Multiple Consistent 2D-3D Mappings for Robust Zero-Shot 3D Visual Grounding
Yufei Yin, Jie Zheng, Qianke Meng, Zhou Yu, Minghao Chen, Jiajun Ding, Min Tan, Yuling Xi, Zhiwen Chen, and Chengfei Lv

TL;DR
This paper introduces MCM-VG, a novel framework for zero-shot 3D visual grounding that improves accuracy by establishing multiple consistent 2D-3D mappings and leveraging large language and vision models.
Contribution
MCM-VG explicitly enforces 2D-3D consistency across three dimensions to enhance zero-shot 3D visual grounding performance.
Findings
Achieves 62.0% accuracy at 0.25 IoU on ScanRefer, surpassing previous methods.
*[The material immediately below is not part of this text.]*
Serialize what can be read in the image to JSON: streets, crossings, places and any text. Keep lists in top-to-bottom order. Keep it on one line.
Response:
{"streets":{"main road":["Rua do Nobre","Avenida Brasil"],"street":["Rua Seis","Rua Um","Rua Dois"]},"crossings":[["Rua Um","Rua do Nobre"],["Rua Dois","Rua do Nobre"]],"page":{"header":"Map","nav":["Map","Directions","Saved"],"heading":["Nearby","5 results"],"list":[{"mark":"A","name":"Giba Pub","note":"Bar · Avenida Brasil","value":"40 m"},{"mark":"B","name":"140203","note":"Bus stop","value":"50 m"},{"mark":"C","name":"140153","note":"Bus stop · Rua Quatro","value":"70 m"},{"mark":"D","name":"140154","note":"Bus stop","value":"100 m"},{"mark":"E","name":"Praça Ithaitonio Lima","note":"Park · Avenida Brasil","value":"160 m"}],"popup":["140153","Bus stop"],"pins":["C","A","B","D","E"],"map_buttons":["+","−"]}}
Sets new state-of-the-art results on ScanRefer and Nr3D benchmarks.
Effectively reconstructs missing targets and reduces spatial redundancy in 3D grounding.
Abstract
Zero-shot 3D Visual Grounding (3DVG) is a critical capability for open-world embodied AI. However, existing methods are fundamentally bottlenecked by the poor quality of open-vocabulary 3D proposals, suffering from inaccurate categories and imprecise geometries, as well as the spatial redundancy of exhaustive multi-view reasoning. To address these challenges, we propose MCM-VG, a novel framework that achieves robust zero-shot 3DVG by explicitly establishing Multiple Consistent 2D-3D Mappings. Instead of passively relying on noisy 3D segments, MCM-VG enforces 2D-3D consistency across three fundamental dimensions to achieve precise target localization and reliable reasoning. First, a Semantic Alignment module corrects category mismatches via LLM-driven query parsing and coarse-to-fine 2D-3D matching. Second, an Instance Rectification module leverages VLM-guided 2D segmentations to…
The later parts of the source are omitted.